§ **Your goal**
Nothing outside the range is wanted. Repeat exactly the lines below from the one with "<nav><a>Map</a><a>Layers</a><a>Share</a></nav>" through the one with "M924,5l19,14 -10,12 -18,-13z".

§ **Records contained in a dataset**

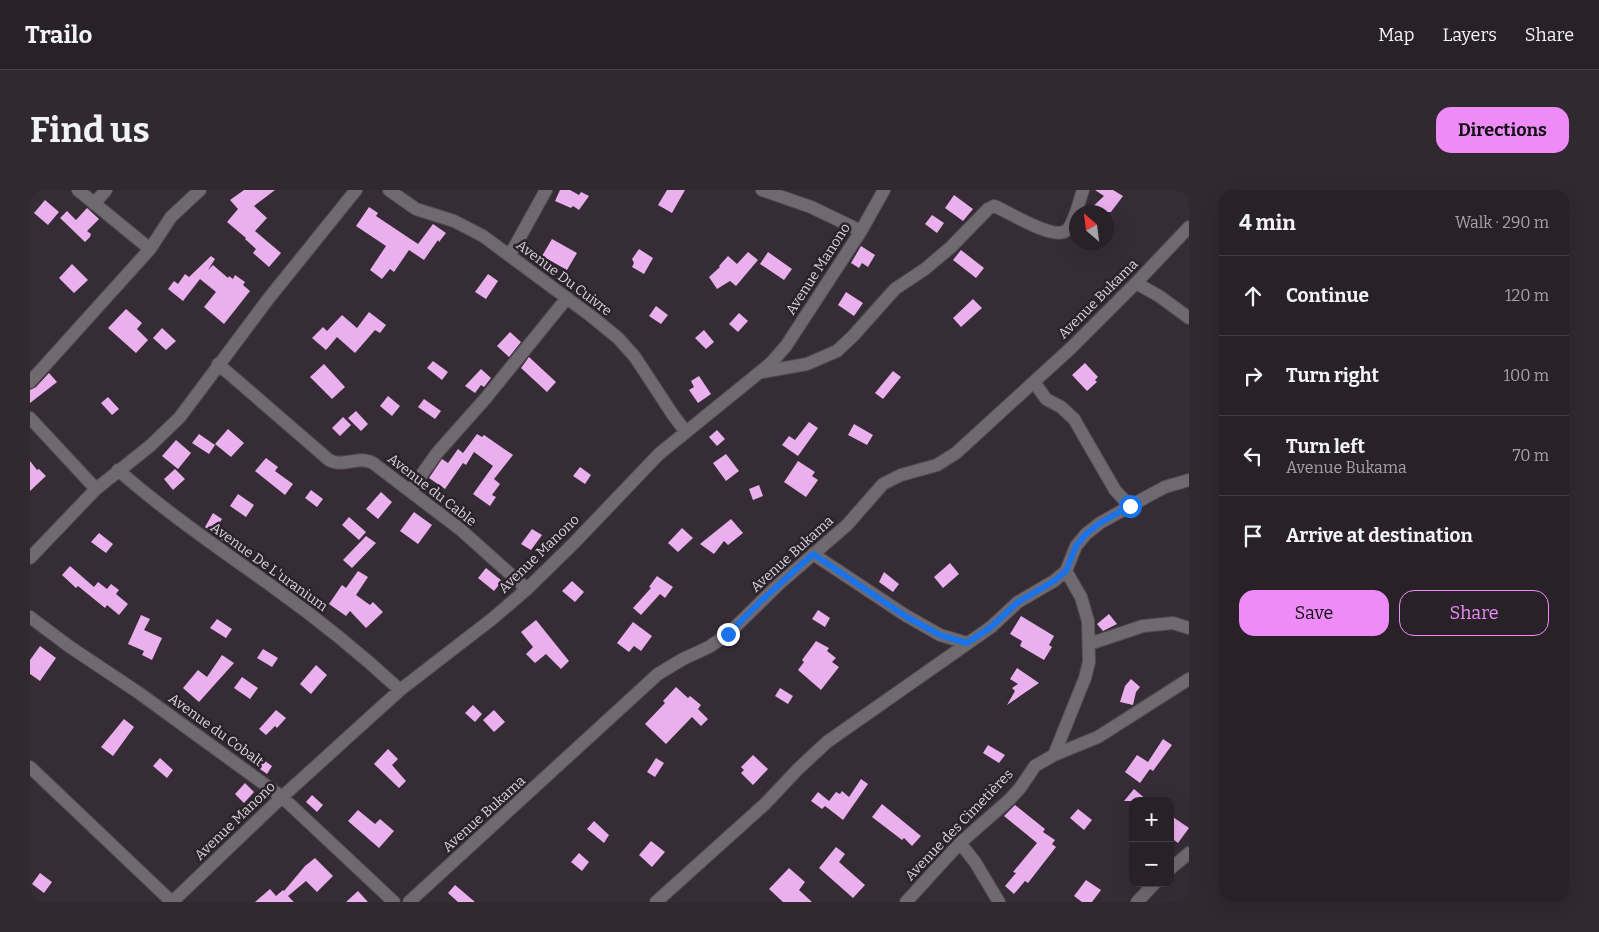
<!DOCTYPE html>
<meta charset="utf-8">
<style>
body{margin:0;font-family:Bitter,serif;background:#302930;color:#f1f3f6}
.controls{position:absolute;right:15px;bottom:15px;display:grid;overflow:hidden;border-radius:10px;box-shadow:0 5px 20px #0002}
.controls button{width:45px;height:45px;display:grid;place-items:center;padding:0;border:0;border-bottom:1px solid #443e45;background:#282128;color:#f1f3f6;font:25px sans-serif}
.compass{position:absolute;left:1039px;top:15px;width:45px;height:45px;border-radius:50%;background:#282128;box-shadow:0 5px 20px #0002;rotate:332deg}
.stop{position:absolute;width:15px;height:15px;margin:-11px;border:4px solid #1a73e8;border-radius:50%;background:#fff}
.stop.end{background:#1a73e8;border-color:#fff;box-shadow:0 1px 5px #0008}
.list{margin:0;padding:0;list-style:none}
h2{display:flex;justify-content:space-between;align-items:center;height:65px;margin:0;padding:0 20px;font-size:21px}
h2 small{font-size:16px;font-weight:400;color:#a5a3a8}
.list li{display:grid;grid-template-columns:32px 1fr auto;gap:15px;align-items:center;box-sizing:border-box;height:80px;padding:0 20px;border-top:1px solid #443e45}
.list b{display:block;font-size:19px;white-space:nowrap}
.list p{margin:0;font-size:16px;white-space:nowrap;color:#a5a3a8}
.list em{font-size:16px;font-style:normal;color:#a5a3a8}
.actions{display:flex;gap:10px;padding:15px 20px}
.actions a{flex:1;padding:11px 0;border:1px solid #ee8bf8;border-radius:15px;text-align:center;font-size:18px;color:#ee8bf8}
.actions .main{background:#ee8bf8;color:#111}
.icon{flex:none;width:28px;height:28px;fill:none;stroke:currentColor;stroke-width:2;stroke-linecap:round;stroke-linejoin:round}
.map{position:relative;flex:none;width:1159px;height:712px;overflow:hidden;border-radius:15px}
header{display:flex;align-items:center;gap:30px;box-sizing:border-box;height:70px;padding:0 25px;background:#282128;border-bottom:1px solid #443e45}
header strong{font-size:24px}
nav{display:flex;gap:28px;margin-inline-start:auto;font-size:18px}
.intro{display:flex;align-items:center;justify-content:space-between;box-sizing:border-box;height:120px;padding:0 30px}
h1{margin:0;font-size:35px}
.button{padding:12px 22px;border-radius:15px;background:#ee8bf8;color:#111;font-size:18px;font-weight:700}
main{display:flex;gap:30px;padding:0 30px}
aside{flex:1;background:#282128;border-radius:15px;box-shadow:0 5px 20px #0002}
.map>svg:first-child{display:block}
.building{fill:#eab0ee}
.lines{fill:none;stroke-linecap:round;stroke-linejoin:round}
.minor-casing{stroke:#544a54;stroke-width:14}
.minor{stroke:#6f6a6f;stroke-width:12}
.route{stroke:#1a73e8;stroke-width:6}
.labels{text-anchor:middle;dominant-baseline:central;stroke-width:5;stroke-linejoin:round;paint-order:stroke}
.street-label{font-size:14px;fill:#dad4da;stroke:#2b232c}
</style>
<header>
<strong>Trailo</strong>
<nav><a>Map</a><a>Layers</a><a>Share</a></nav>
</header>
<div class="intro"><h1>Find us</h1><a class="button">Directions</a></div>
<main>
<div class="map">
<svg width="1159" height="712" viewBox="0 0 1159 712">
<rect width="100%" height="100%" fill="#362c36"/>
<path class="building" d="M214,0h31l-21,16 13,12 -12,13 26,22 -12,14 -16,-14 3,-4 -11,-10 1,-1 -19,-16 11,-13 -8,-9z
M530,0h10l9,5 2,-3 8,4 -10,14 -6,-4 -2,2 -16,-7z
M637,0h18l-13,23 -14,-8z
M1065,0h18l10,6 -12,16h-24l17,-16z
M924,5l19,14 -10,12 -18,-13z
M15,10l14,12 -11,13 -14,-12z
M339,17l9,6 -2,3 42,28 15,-20 13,9 -7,9 -1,-2 -14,20 -15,-10 -15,22 -4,-3 -8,10 -12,-9 16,-24 -30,-20z
M57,18l12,11 -12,12 4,3 -1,3 -5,5 -25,-24 7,-7 9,9z
M902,25l12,8 -7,10 -12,-9z
M522,49l25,14 -10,17 -25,-14z
M831,56l14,9 -7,12 -6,-4 -3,5 -8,-5z
M609,59l14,9 -9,16 -12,-7 2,-4 -2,-4z
M931,60l23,18 -8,10 -23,-18z
M718,62l10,8 -22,26 -6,-5 -13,8 -8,-12 11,-10 -1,-1 9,-10 9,8z
M738,62l24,17 -8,11 -24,-16z
M181,66l4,3 -7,11 5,-5 15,13 1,-2 4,3 2,-4 10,7 -2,3 7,6 -26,33 -20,-17 12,-15 -16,-13 -17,22 -15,-12 6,-8 4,3 7,-10 4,3z
M42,74l16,16 -14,13 -15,-15z
M458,84l10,7 -12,18 -11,-7z
M816,102l17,11 -9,13 -16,-11z
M943,109l9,9 -21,19 -8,-9z
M626,116l12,9 -7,9 -12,-8z
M96,119l16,14 -5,6 11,11 -12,13 -28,-25z
M339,122l17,13 -6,8 -5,-3 -20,23 -18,-16 -11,13 -14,-12 11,-11 4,4 15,-16 15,13z
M709,123l9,8 -10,11 -9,-8z
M132,138l14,13 -10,9 -13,-12z
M674,140l10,12 -8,7 -11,-11z
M480,142l11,10 -12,15 -12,-11z
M499,167l27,25 -9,10 -26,-24z
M403,171l15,11 -6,8 -15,-12z
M1055,173l13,14 -3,3 2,2 -10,9 -15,-16z
M294,174l21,23 -13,12 -22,-22z
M451,179l10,9 -7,9 -3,-2 -6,8 -10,-7z
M863,181l8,6 -18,22 -8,-6z
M19,183l8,9 -27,21v-13l6,-3z
M669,186l12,18 -13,9 -9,-13 5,-3 -3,-6z
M358,206l12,10 -8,10 -12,-10z
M78,207l11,12 -7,6 -11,-12z
M394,209l17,12 -6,8 -17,-12z
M326,221l12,13 -7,7 -13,-13z
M313,227l8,8 -11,11 -8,-8z
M779,232l9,6 -20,28 -16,-11 7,-9 6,4z
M824,234l19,11 -6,10 -19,-10z
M198,239l16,14 -13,14 -16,-13z
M687,240l8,9 -8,7 -8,-9z
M169,244l16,11 -6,9 -17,-11z
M447,244l5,3 2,-2 29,20 -19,24 6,5 -8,11 4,2 -6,9 -17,-12 20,-28 -19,-14 -8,13 -3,-2 -18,26 -16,-11 13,-19 6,4 10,-14 5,4z
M146,250l15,13 -13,16 -16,-13z
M696,264l13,17 -13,10 -13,-18z
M236,268l12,9 -3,4 18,13 -8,11 -30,-24z
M0,271l7,9 2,-1 7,7 -16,15z
M768,271l17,11 -3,4 6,4 -12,17 -22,-15z
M550,277l11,8 -6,9 -12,-8z
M145,279l10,10 -12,11 -9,-11z
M729,295l4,11 -10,4 -4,-11z
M281,300l12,9 -6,8 -12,-9z
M351,302l11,10 -14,17 -12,-10z
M208,304l16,11 -8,12 -16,-11z
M384,322l18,13 -14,19 -18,-13z
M183,323l9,6 -6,9 12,9 -4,5 -19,-15z
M319,327l17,15 -7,8 -17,-15z
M701,329l12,14 -15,12 -4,-4 -10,13 -14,-10z
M652,338l11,10 -15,14 -10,-9z
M502,339l10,6 -11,15 -10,-6z
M69,343l14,11 -7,9 -15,-11z
M336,346l10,7 -24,25 -9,-8z
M920,373l9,11 -16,14 -9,-11z
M40,376l24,21 4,-5 9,7 4,-5 8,6 -3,4 12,10 -9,11 -12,-10 -2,3 -27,-22 -2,2 -14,-13z
M456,378l16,13 -8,10 -16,-13z
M328,381l10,6 -12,18 14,10 3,-3 10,10 -17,16 -16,-17 -4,5 -17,-12 13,-19 4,3z
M854,382l15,12 -6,8 -14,-10z
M627,386l16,11 -8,11 -5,-4 -19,21 -8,-7 18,-20 -2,-1z
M542,391l12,11 -9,10 -13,-11z
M788,420l12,8 -5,9 -13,-8z
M1079,424l8,10 -14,7 -6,-7z
M111,425l9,4 -6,11 18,8 -10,22 -10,-5 2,-4 -16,-7z
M991,426l33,20 -5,9 3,2 -8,13 -24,-14 2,-5 -12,-7z
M187,429l15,10 -6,9 -16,-10z
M506,430l33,41 -8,8 -15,-15 -11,9 -9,-9 7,-7 -12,-15z
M603,432l19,14 -11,15 -7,-5 -5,6 -12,-9z
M786,451l13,7 -2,3 9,7 -4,4 7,5 -18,23 -23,-20 6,-8 -2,-2z
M10,456l16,12 -16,23 -10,-7v-14z
M233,459l15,9 -6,9 -15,-9z
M192,465l12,8 -35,39 -16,-14 15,-18 9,7z
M286,475l11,10 -16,19 -11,-10z
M987,478l22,15 -32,22 8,-14 -3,-3 6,-4 -8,-5z
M212,487l16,11 -8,11 -16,-11z
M1101,489l9,8 -4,5 -3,13 -13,-3 5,-16z
M646,497l12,11 2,-2 11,9 -3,4 10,10 -7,7 -9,-9 -26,27 -21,-20 20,-21 -2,-2z
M750,498l13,8 -5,8 -13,-8z
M443,515l9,9 -7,8 -10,-9z
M246,520l10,8 -9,10 -2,-2 -9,9 -7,-6z
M464,520l11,12 -11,10 -11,-12z
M94,529l10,8 -21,29 -12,-9z
M1133,549l9,6 -19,26 -3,-2 -10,14 -15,-11 12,-17 11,7z
M958,555l17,10 -6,8 -16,-10z
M358,559l10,10 -6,6 14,16 -7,7 -25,-24z
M723,565l15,14 -15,16 -12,-12 3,-3 -3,-3z
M228,566l14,10 -5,8 -14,-10z
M130,568l13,12 -6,8 -14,-12z
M626,568l8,5 -9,14 -8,-5z
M831,589l7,5 -25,36 -18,-14 -3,3 -11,-8 7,-9 11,9 7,-9 4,2 2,-3 7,6z
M215,593l9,9 -10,11 -9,-9z
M1104,599l14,12h-24z
M282,605l11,10 -6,7 -11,-10z
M852,614l39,32 -9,10 -8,-8 -2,2 -30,-23z
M985,615l30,24 -2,3 12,8 -3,4 4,3 -28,36 -3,-2 -11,13 -9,-8 11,-13 -3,-1 24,-29 -33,-27z
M1048,619l14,11 -8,10 -14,-12z
M328,620l17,14 5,-5 14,12 -15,17 -31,-27z
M1140,625l19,13 -11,15 -8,-6z
M564,631l15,14 -5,8 -17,-14z
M621,651l14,11 -13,15 -13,-12z
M806,657l9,7 -6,8 26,23 -12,13 -34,-30z
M549,663l10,9 -7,9 -11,-9z
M285,668l18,18 -16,16 -11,-11 -18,15 6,6h-39l15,-13 6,7 7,-6 1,1 21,-25z
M759,678l16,14 -6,8 13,12h-29l-14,-13z
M10,683l12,9 -8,11 -12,-9z
M1056,690l15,10 -9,12h-10l-8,-6z
M425,695l20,17h-17l-10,-9z
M328,701l10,11h-22z"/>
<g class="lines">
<defs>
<path id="minor" d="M48,0l72,59
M359,0l27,19 38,12 29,15 108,80 27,22 17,19 38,58 13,17
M732,0l49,17 50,24
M64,14l12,-14
M480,65l36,-65
M1106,93l23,13 30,22
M188,174l111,96c14,8 30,-5 44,3l88,67 66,59
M732,182l45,-8 30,-13 16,-15 42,-47 30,-20 26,-22 37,-38 6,-3c14,5 60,36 73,24 8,-8 12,-29 16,-40
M0,192l120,-133 21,-32 29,-27
M1004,192l12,17 15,8 13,12 41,71 15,16
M0,228l66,71
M88,280c49,43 102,79 155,117 45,32 87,66 127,103
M380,301l27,-38 48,-54 82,-101
M783,364l92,61 35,20 27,8
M0,368l66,-69 54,-43 30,-29 89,-119 87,-108
M0,427l40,30 69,46 143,104 112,105
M1059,454l54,-18 30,-3 16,5
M1024,565l31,-77 4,-16 -1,-41 -7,-24 -15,-26
M0,577l142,135
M930,653l15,19 24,40
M1140,679l19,-16
M142,712l110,-105 118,-107 92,-71 35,-30 47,-46 85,-89 112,-91 15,-17 75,-115 23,-41
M379,712l249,-228 25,-15 26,-12 19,-13 51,-50 68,-59 36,-41 18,-9 36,-10 19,-12 115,-105 65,-65 53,-56
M626,712l109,-98 33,-35 29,-27 164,-115 27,-25 36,-21 12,-10 10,-25 10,-12 14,-11 50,-28 15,-8 24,-7
M876,712l54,-59 49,-43 11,-12 15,-22 19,-11 44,-18 91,-58
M1107,712l18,-19"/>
</defs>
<use href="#minor" class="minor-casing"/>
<use href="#minor" class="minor"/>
</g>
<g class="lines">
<path class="route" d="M698,444l34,-34 51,-46 92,62 35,19 27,8 24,-16 27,-25 36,-21 12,-10 10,-25 10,-12 14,-11 30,-17"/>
</g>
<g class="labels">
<g class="street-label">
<text transform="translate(788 79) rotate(-57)">Avenue Manono</text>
<text transform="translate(534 88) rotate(37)">Avenue Du Cuivre</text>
<text transform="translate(1068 109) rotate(-45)">Avenue Bukama</text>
<text transform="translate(402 300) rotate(38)">Avenue du Cable</text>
<text transform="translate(509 364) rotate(-44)">Avenue Manono</text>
<text transform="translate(762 364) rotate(-42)">Avenue Bukama</text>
<text transform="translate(239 377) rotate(36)">Avenue De L'uranium</text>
<text transform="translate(186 540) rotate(36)">Avenue du Cobalt</text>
<text transform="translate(454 624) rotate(-42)">Avenue Bukama</text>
<text transform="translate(205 631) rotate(-44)">Avenue Manono</text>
<text transform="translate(929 635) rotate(-46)">Avenue des Cimetières</text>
</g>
</g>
</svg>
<div class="controls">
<button>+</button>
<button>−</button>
</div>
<svg class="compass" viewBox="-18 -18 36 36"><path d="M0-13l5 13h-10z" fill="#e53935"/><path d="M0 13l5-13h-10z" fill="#a5a3a8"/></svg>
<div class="stop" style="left:1100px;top:316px"></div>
<div class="stop end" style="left:698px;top:444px"></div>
</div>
<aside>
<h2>4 min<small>Walk · 290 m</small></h2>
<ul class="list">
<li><svg class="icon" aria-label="ahead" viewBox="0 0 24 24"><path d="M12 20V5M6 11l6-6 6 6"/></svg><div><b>Continue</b></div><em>120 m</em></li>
<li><svg class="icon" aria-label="right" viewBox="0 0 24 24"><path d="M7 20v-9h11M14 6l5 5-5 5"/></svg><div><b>Turn right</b></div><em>100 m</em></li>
<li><svg class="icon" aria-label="left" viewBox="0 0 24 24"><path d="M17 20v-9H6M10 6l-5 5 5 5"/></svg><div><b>Turn left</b><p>Avenue Bukama</p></div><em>70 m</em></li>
<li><svg class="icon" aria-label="arrive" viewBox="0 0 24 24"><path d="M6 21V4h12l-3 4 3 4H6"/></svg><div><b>Arrive at destination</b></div></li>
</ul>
<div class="actions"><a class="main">Save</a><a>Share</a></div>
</aside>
</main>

§ **Task response**
<nav><a>Map</a><a>Layers</a><a>Share</a></nav>
</header>
<div class="intro"><h1>Find us</h1><a class="button">Directions</a></div>
<main>
<div class="map">
<svg width="1159" height="712" viewBox="0 0 1159 712">
<rect width="100%" height="100%" fill="#362c36"/>
<path class="building" d="M214,0h31l-21,16 13,12 -12,13 26,22 -12,14 -16,-14 3,-4 -11,-10 1,-1 -19,-16 11,-13 -8,-9z
M530,0h10l9,5 2,-3 8,4 -10,14 -6,-4 -2,2 -16,-7z
M637,0h18l-13,23 -14,-8z
M1065,0h18l10,6 -12,16h-24l17,-16z
M924,5l19,14 -10,12 -18,-13z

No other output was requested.